● **WHAT IS EXPECTED**
Repeat the entries exactly as they stand.

[Data records]

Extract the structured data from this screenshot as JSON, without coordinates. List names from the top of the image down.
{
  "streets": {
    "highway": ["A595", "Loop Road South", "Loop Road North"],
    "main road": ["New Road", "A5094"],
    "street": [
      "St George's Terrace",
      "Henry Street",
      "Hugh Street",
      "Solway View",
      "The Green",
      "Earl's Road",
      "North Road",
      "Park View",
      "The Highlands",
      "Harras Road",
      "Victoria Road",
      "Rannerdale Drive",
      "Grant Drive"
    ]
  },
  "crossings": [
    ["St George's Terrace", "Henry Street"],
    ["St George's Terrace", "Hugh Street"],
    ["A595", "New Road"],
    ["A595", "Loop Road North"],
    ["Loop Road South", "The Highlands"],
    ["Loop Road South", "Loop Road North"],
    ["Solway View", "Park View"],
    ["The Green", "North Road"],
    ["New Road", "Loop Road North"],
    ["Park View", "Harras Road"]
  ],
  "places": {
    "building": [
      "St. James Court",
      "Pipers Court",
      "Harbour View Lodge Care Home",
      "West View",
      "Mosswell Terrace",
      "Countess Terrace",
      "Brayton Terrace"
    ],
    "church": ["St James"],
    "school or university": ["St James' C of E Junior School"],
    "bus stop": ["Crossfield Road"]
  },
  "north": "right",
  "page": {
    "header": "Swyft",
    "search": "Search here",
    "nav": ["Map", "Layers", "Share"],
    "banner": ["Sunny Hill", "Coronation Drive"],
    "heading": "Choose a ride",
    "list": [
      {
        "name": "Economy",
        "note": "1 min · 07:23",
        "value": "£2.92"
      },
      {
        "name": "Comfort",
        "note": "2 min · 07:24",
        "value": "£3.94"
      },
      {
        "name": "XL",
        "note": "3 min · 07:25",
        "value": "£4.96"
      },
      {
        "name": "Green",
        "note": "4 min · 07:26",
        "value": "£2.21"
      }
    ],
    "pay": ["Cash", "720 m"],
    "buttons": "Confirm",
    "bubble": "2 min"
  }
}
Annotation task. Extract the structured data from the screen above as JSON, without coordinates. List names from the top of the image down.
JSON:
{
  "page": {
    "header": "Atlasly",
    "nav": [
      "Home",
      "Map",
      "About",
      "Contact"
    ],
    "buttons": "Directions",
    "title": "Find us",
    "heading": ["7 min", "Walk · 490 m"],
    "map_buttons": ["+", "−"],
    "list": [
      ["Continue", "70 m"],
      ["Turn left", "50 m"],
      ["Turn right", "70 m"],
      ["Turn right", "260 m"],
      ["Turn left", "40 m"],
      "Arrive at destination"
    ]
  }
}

● **WRITTEN ANSWER**
Extract the structured data from this screenshot as JSON, without coordinates. List names from the top of the image down.
{
  "streets": {
    "highway": ["A595", "Loop Road South", "Loop Road North"],
    "main road": ["New Road", "A5094"],
    "street": [
      "St George's Terrace",
      "Henry Street",
      "Hugh Street",
      "Solway View",
      "The Green",
      "Earl's Road",
      "North Road",
      "Park View",
      "The Highlands",
      "Harras Road",
      "Victoria Road",
      "Rannerdale Drive",
      "Grant Drive"
    ]
  },
  "crossings": [
    ["St George's Terrace", "Henry Street"],
    ["St George's Terrace", "Hugh Street"],
    ["A595", "New Road"],
    ["A595", "Loop Road North"],
    ["Loop Road South", "The Highlands"],
    ["Loop Road South", "Loop Road North"],
    ["Solway View", "Park View"],
    ["The Green", "North Road"],
    ["New Road", "Loop Road North"],
    ["Park View", "Harras Road"]
  ],
  "places": {
    "building": [
      "St. James Court",
      "Pipers Court",
      "Harbour View Lodge Care Home",
      "West View",
      "Mosswell Terrace",
      "Countess Terrace",
      "Brayton Terrace"
    ],
    "church": ["St James"],
    "school or university": ["St James' C of E Junior School"],
    "bus stop": ["Crossfield Road"]
  },
  "north": "right",
  "page": {
    "header": "Swyft",
    "search": "Search here",
    "nav": ["Map", "Layers", "Share"],
    "banner": ["Sunny Hill", "Coronation Drive"],
    "heading": "Choose a ride",
    "list": [
      {
        "name": "Economy",
        "note": "1 min · 07:23",
        "value": "£2.92"
      },
      {
        "name": "Comfort",
        "note": "2 min · 07:24",
        "value": "£3.94"
      },
      {
        "name": "XL",
        "note": "3 min · 07:25",
        "value": "£4.96"
      },
      {
        "name": "Green",
        "note": "4 min · 07:26",
        "value": "£2.21"
      }
    ],
    "pay": ["Cash", "720 m"],
    "buttons": "Confirm",
    "bubble": "2 min"
  }
}
Annotation task. Extract the structured data from the screen above as JSON, without coordinates. List names from the top of the image down.
JSON:
{
  "page": {
    "header": "Atlasly",
    "nav": [
      "Home",
      "Map",
      "About",
      "Contact"
    ],
    "buttons": "Directions",
    "title": "Find us",
    "heading": ["7 min", "Walk · 490 m"],
    "map_buttons": ["+", "−"],
    "list": [
      ["Continue", "70 m"],
      ["Turn left", "50 m"],
      ["Turn right", "70 m"],
      ["Turn right", "260 m"],
      ["Turn left", "40 m"],
      "Arrive at destination"
    ]
  }
}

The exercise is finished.